Постарайся понять это и найди добровольца…

— С каким диагнозом я положу его на стол?

— И еще: поговори с Волошиным…, — не слушал ее Фрэт. — В нем больше порядочности, чем алчности и служебного рвения…, хоть его тоже можно купить и не только деньгами…

Лопухина госпитализировала в Отделение актера Рывкина, за которого небескорыстно просил когда-то Вавила, с диагнозом «хроническая почечная недостаточность».

— Как вас зовут, Рывкин? — спросила она строго, будто имя определит его дальнейшую судьбу.

— Почему так сурово, доктор? — удивился он. — В последний раз меня пытали похоже на коллегии министерства культуры… еще при Андропове, когда запрещали спектакль… Опять провинился.? Марк Борисович… А что?
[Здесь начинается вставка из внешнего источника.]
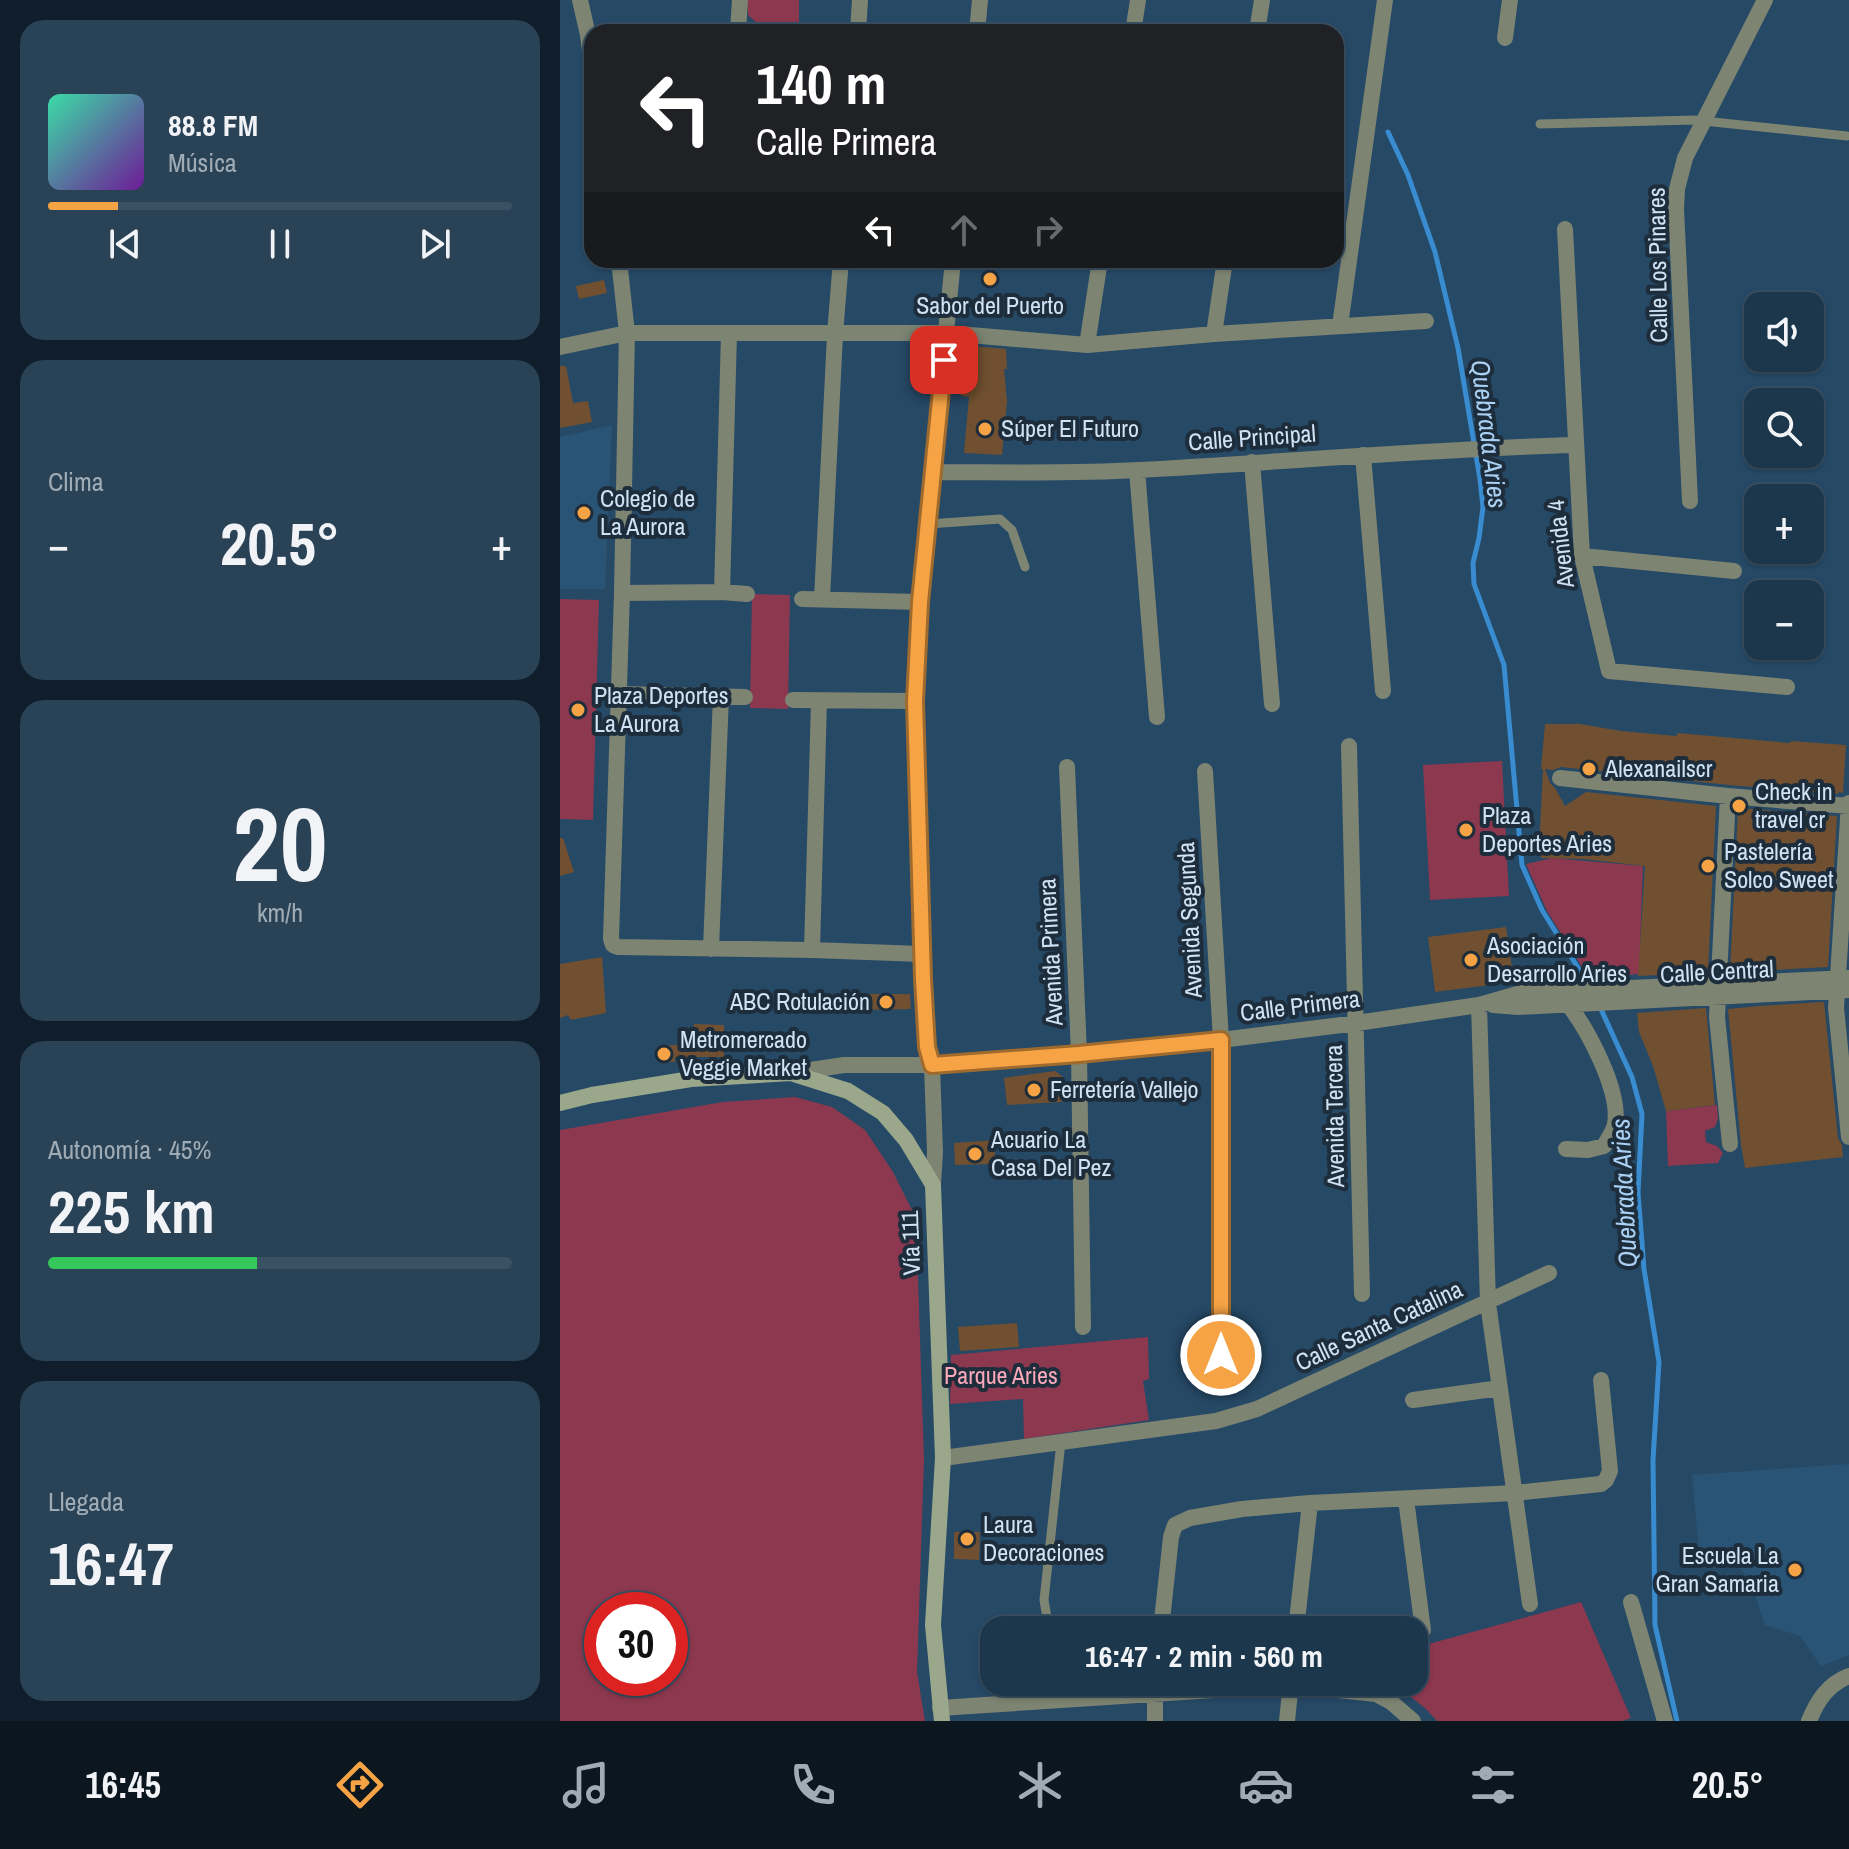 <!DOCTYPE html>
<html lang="es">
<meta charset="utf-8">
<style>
body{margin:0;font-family:"Archivo Narrow",sans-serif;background:#294256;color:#f1f3f6;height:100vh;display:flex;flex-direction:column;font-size:30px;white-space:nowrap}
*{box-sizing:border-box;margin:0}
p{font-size:26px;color:#a0acb5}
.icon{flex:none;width:44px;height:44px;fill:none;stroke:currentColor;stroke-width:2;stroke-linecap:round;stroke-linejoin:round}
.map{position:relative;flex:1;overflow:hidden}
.panel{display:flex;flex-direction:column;gap:20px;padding:20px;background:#0f1e2a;width:560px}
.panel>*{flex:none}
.top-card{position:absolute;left:24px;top:24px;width:760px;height:244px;border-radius:24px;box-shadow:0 2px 6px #0004,0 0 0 2px #3a5164;background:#202124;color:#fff;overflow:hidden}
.tools{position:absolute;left:1184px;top:292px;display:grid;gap:16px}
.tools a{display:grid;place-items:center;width:80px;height:80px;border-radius:16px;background:#1c374c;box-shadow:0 2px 6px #0004,0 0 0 2px #3a5164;font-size:40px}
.speed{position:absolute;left:24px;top:1592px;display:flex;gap:16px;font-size:40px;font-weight:700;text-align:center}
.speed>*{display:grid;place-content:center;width:104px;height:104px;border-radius:50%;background:#1c374c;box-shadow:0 2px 6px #0004,0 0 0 2px #3a5164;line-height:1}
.speed .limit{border:12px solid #d22;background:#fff;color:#111}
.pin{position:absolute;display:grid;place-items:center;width:68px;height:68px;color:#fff;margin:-34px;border-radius:16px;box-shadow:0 4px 12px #0006}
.me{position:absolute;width:88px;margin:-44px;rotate:0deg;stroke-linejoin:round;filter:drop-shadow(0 0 6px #0008)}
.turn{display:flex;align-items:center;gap:28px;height:168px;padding:0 40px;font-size:36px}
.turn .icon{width:104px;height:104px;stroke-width:2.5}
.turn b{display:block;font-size:56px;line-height:68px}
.lanes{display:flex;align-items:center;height:76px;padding:0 40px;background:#0003;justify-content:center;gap:40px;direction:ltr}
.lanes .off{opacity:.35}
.big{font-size:60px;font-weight:700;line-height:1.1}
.panel .tile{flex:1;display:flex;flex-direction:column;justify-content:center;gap:12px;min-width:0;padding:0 28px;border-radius:24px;background:#294256}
.panel .dial{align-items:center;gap:0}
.dial b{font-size:104px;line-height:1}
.song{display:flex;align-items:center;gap:24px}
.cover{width:96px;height:96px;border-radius:12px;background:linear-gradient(135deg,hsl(160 70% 55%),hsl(280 70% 35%))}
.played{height:8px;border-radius:4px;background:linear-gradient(90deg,#f5a345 15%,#3a5164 15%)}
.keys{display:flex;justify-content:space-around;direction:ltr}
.heat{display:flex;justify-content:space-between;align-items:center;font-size:44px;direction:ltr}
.charge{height:12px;border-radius:6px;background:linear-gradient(90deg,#34c759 45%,#3a5164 0)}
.trip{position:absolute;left:420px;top:1616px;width:448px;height:80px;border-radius:24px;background:#1c374c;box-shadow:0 2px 6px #0004,0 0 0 2px #3a5164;font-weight:700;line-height:80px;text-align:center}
.menu{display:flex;height:128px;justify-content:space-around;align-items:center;background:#0b161e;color:#a0acb5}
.menu .icon{width:56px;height:56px}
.menu .active{color:#f5a345}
.menu b{font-size:36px;color:#f1f3f6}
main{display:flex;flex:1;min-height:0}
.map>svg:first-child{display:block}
</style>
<main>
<section class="panel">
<div class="tile">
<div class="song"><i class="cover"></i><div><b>88.8 FM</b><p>Música</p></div></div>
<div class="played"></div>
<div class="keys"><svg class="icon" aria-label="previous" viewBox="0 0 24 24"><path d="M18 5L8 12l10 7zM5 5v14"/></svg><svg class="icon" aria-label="pause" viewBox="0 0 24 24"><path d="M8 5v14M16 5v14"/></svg><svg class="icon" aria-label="next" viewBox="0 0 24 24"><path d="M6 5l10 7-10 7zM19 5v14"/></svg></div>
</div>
<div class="tile"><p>Clima</p>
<div class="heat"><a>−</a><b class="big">20.5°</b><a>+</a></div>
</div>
<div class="tile dial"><b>20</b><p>km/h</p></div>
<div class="tile"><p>Autonomía · 45%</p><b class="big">225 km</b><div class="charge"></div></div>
<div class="tile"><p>Llegada</p><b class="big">16:47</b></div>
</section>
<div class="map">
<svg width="1289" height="1721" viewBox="0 0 1289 1721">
<rect width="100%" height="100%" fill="#264966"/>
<!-- built -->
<path fill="#2a5476" d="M 52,425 L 45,589 L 0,589 L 0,437 Z
M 1289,1464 L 1289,1655 L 1261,1666 L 1240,1636 L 1205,1625 L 1190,1579 L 1172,1561 L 1139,1553 L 1132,1475 Z"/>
<!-- green -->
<path fill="#8c384f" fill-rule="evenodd" d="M 187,0 L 239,0 L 239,22 L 197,23 L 188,15 Z
M 192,594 L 230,595 L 228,709 L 190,708 Z
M 0,599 L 39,600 L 33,820 L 0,819 Z
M 942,761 L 949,896 L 870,900 L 863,765 Z
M 992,858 L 1083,866 L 1079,974 L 1029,978 L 987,911 L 966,864 Z
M 235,1097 L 272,1107 L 305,1130 L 333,1172 L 356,1218 L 364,1459 L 357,1672 L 365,1721 L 0,1721 L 0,1130 L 163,1102 ZM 110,1610 L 110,1678 L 42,1678 L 42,1610 Z
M 1157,1105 L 1158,1119 L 1155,1127 L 1145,1131 L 1146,1142 L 1157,1146 L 1163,1153 L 1158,1163 L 1108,1166 L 1106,1111 Z
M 588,1337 L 589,1379 L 583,1381 L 589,1420 L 464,1439 L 463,1399 L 390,1404 L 391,1355 Z
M 1021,1602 L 1071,1718 L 1062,1721 L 877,1721 L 866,1709 L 832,1682 L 854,1682 L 854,1648 Z"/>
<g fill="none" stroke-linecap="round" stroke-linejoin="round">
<!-- stream -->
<path stroke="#388ccf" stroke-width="5" d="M 828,132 L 848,175 L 875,252 L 898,348 L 920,479 L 923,507 L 919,538 L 913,563 L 914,584 L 944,665 L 962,865 L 982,910 L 1030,987
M 1040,1007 L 1072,1077 L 1082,1114 L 1078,1193 L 1084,1269 L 1099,1362 L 1093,1460 L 1095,1625 L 1117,1721"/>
</g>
<!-- building -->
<path fill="#705030" d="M 44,280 L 47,293 L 19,299 L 16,286 Z
M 412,346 L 446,349 L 447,369 L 444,369 L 447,401 L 442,455 L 404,453 L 409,397 L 401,396 L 406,350 Z
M 0,366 L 6,366 L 13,403 L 28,401 L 32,422 L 0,428 Z
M 985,724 L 1020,724 L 1061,731 L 1117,736 L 1117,733 L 1230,743 L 1231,741 L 1286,745 L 1283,793 L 1279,792 L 1278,794 L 1169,785 L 1001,767 L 993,770 L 985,769 L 990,783 L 995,788 L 1005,806 L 1026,792 L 1156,806 L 1148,973 L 1078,976 L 1085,866 L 1023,859 L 981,858 L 980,829 L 983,769 L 981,769 Z
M 1178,808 L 1277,816 L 1268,967 L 1195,971 L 1170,971 Z
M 0,838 L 3,838 L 14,872 L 0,876 Z
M 946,927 L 954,982 L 875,992 L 868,937 Z
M 42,957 L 46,1013 L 11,1020 L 8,1015 L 0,1018 L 0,964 Z
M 301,994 L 350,994 L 351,1009 L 302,1010 Z
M 1264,1002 L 1278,1138 L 1282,1145 L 1283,1157 L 1185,1168 L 1181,1145 L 1168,1009 L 1199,1006 Z
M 1146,1008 L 1155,1105 L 1106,1111 L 1093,1066 L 1079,1032 L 1077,1013 Z
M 134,1024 L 164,1025 L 164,1057 L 115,1057 L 115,1062 L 100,1062 L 99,1046 L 134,1044 Z
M 495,1071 L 503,1077 L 502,1102 L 447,1105 L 444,1078 Z
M 436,1140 L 434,1164 L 395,1165 L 394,1143 Z
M 457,1323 L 459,1347 L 400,1351 L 398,1327 Z
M 394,1532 L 420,1532 L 419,1560 L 394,1559 Z"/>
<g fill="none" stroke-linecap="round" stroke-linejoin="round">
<!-- lane -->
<path stroke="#7d8472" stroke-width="9" d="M 980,124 L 1134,120 L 1287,136
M 368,524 L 440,519 L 452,530 L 465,567
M 489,1630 L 484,1600 L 501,1442
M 498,1682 L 502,1700"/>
<!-- street -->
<path stroke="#7d8472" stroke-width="16" d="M 20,0 L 28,35 L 32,68
M 178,31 L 180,0
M 153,32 L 222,32
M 298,32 L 300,0
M 417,32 L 420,0
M 573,32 L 578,0
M 697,32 L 702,0
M 945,38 L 950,0
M 1005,229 L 1022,556 L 1049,671 L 1227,687
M 59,260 L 67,333 L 62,593 L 51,939 L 53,945 L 58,947 L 252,950 L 362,954
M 780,326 L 825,0
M 654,334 L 665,260
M 527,345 L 540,260
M 0,347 L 67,333 L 386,333 L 527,345 L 654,334 L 866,321
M 803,455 L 823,691
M 692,462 L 712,704
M 577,470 L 597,717
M 373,472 C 441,472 510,474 579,470 C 724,462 870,449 1015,445
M 1130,501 L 1116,209 L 1117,189 L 1125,158 L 1205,0
M 1022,556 L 1174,571
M 162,592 L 169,333
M 62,593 L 162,592 L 187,594
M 242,599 L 360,602
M 262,599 L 275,334 L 281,260
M 58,694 L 185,697
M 233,700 L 355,701
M 789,746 L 802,1294
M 507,767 L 519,1054 L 523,1327
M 645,771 L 661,1040 L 661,1355
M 1000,778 L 1168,796 L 1289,806
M 1168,796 L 1157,1017 L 1170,1144
M 1289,803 L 1276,1008 L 1289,1137
M 151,949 L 161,696
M 252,950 L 259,701
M 919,1005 L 928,1303 L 970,1604
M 933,1005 L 958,1007 L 1289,990
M 231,1073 L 284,1065 L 372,1065 L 519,1054 L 661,1040 L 797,1023 L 919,1005 L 961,993 L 1289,978
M 1006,1149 L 1028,1150 L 1044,1146 C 1048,1139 1054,1131 1055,1124 C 1061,1091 1027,1028 1007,1003
M 373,1185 L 375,1152 L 372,1065 L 367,1047 L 362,954 L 355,701 L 360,602 L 393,260
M 853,1400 L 940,1388
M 383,1458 L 656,1421 L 697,1409 L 989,1273
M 846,1499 L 863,1630
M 1071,1602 L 1105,1721
M 601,1630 L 611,1537 L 615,1525 L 630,1518 L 682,1509 L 750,1503 L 955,1493 L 1041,1484 L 1046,1480 L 1050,1471 L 1041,1380
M 736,1630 L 750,1503
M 380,1708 L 730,1685 L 816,1694 L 831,1702 L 853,1721
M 595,1721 L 595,1684
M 727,1721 L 731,1682
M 1249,1721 C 1257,1701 1268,1684 1289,1676"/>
<!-- secondary -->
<path stroke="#9ba78a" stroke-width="16" d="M 0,1103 L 32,1095 L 131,1079 L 231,1073 L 288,1091 L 323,1113 L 346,1140 L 373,1185 L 383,1458 L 373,1625 L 382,1721"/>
</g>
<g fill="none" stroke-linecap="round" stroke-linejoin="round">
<defs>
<path id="route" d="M 384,360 L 360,602 L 355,701 L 363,979 L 367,1047 L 372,1065 L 519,1054 L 661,1040 L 661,1355"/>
</defs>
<!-- route casing -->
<use href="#route" stroke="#9f6a2d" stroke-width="20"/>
<!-- route -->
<use href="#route" stroke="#f5a345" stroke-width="14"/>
</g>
<!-- markers -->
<g fill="#f5a345" stroke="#1e2d3b" stroke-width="3">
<circle cx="430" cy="279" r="8"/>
<circle cx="425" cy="429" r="8"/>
<circle cx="24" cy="513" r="8"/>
<circle cx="18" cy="710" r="8"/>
<circle cx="1029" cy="769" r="8"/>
<circle cx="1179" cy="806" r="8"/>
<circle cx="906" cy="830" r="8"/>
<circle cx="1148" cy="866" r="8"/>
<circle cx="911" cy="960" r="8"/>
<circle cx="326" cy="1002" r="8"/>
<circle cx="104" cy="1054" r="8"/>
<circle cx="474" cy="1090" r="8"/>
<circle cx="415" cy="1154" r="8"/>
<circle cx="407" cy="1539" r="8"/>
<circle cx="1235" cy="1570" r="8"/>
</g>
<g text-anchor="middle" stroke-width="8" stroke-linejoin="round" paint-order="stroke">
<!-- street labels -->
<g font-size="24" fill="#d0e3f5" stroke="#1e2d3b">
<text transform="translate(1098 265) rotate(-91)" y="8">Calle Los Pinares</text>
<text transform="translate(692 438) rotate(-4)" y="8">Calle Principal</text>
<text transform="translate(1001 544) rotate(-97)" y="8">Avenida 4</text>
<text transform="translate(630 920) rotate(-93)" y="8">Avenida Segunda</text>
<text transform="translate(491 952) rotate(-93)" y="8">Avenida Primera</text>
<text transform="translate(1157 972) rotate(-3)" y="8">Calle Central</text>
<text transform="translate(740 1006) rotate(-7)" y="8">Calle Primera</text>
<text transform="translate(775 1116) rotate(-91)" y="8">Avenida Tercera</text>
<text transform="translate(351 1243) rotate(-92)" y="8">Vía 111</text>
<text transform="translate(819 1326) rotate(-25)" y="8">Calle Santa Catalina</text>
</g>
<!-- poi labels -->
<g font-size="24" fill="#d0e3f5" stroke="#1e2d3b" text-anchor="start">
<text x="430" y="314" text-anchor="middle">Sabor del Puerto</text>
<text x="441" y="437">Súper El Futuro</text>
<text x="40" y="507">Colegio de<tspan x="40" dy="28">La Aurora</tspan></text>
<text x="34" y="704">Plaza Deportes<tspan x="34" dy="28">La Aurora</tspan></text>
<text x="1045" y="777">Alexanailscr</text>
<text x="1195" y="800">Check in<tspan x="1195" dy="28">travel cr</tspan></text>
<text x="922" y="824">Plaza<tspan x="922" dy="28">Deportes Aries</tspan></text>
<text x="1164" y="860">Pastelería<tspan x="1164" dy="28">Solco Sweet</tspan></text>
<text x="927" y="954">Asociación<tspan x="927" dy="28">Desarrollo Aries</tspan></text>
<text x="310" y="1010" text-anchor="end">ABC Rotulación</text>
<text x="120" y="1048">Metromercado<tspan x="120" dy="28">Veggie Market</tspan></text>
<text x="490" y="1098">Ferretería Vallejo</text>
<text x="431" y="1148">Acuario La<tspan x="431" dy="28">Casa Del Pez</tspan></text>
<text x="423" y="1533">Laura<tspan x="423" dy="28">Decoraciones</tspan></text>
<text x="1219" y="1564" text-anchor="end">Escuela La<tspan x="1219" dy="28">Gran Samaria</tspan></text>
</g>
<!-- park labels -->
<g font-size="24" fill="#f9a9ba" stroke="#1e2d3b">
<text x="441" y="1384">Parque Aries</text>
</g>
<!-- water labels -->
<g font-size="26" font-style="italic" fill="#aad0f3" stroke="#1e2d3b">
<text transform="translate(929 434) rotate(83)" y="9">Quebrada Aries</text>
<text transform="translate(1064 1193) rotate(-93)" y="9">Quebrada Aries</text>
</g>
</g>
</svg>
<div class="tools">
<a><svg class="icon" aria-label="sound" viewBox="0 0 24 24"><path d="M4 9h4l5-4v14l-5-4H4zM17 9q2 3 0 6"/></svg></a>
<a><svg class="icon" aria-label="search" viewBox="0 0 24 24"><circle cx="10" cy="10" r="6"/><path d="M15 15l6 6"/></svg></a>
<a>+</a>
<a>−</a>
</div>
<div class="speed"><div class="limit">30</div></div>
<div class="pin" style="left:384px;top:360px;background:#d93025"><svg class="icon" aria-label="arrive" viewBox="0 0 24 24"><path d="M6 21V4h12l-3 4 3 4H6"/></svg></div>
<svg class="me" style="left:661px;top:1355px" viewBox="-20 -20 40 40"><circle r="17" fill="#f5a345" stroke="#fff" stroke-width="3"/><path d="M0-11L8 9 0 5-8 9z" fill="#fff"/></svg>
<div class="trip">16:47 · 2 min · 560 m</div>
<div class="top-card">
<div class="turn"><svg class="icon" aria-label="left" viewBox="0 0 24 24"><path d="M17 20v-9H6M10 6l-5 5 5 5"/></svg><div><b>140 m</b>Calle Primera</div></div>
<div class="lanes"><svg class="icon" aria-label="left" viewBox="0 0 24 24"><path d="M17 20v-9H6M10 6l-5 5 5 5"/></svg><svg class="icon off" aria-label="ahead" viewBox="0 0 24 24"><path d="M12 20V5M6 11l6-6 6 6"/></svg><svg class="icon off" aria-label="right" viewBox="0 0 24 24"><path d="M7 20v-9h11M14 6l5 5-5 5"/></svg></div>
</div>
</div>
</main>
<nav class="menu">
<b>16:45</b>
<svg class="icon active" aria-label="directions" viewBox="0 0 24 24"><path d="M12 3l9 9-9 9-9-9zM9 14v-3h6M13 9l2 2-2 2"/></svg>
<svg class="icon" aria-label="music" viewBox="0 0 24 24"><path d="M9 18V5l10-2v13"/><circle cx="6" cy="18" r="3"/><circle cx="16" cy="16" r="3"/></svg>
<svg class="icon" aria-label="phone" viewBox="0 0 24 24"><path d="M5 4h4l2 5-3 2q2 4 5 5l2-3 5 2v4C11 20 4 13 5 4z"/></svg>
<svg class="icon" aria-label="climate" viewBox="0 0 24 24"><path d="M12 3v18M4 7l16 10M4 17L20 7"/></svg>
<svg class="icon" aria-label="car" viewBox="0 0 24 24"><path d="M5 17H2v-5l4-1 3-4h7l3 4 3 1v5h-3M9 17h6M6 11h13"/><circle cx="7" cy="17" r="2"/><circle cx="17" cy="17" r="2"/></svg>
<svg class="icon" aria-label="filters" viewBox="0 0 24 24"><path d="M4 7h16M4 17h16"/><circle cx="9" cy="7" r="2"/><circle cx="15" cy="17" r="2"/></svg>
<b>20.5°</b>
</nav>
— Донорской почки ему не видать, — размышляла Елена, гляда в интеллигентное лицо больного и не вступая в дискуссию, — слишком стар… Странно только, что еврей, а в анамнезе алкоголизм…, но мы его подлечим качественным гемодиализом, скомпенсируем водно-электролитный баланс, сделаем ангиографию — может, у него стеноз почечных артерий, а перед выпиской имплантирую эмбрион вместе с плацентой… и стану наблюдать амбулаторно… Если в театре, где он служит и где в лицо глядят по служебной необходимости, а из зала — за деньги, ему начнут давать роли молодых героев, Ковбой-Трофим ляжет в Отделение для аналогичной процедуры…, или мы поскачем с ним куда-нибудь в провинцию… А если операция окажется неэффективной? Не может быть… Вавила про такое говорит: «теща-целка»… Если эмбрион удасться включить в циркуляцию писателя, он не сможет не развиваться, продуцируя гормоны и субстраты, обеспечивающие собственное развитие, молодость и силу при рождении, которыми плод по-неволе станет делиться с реципиентом…, но главное — продукция эмбриональных стволовых клеток, мудрых, всепроникающих, направляющихся всегда куда следует, способных стать строительным и лекарственным материалом в лечении поврежденных старостью и болезнями органов и тканей…, обеспечивая невысненные до сих пор, но от этого не менее фантастичные механизмы и эффекты «клеточной терапии».

— В этом я не уверен, — сказал Фрэт.

— Не горячись, Фрэт! В этом никто не уверен пока… Главное — как остановить рост эмбриона в теле реципиента?

— Ну… с этим просто: подросшего эмбриона удалим, — сказал Фрэт, — как удалили мне.

— Чтоб реализовался эффект эмбриональных стволовых клеток, плод в теле Ковбоя должен находиться несколько месяцев…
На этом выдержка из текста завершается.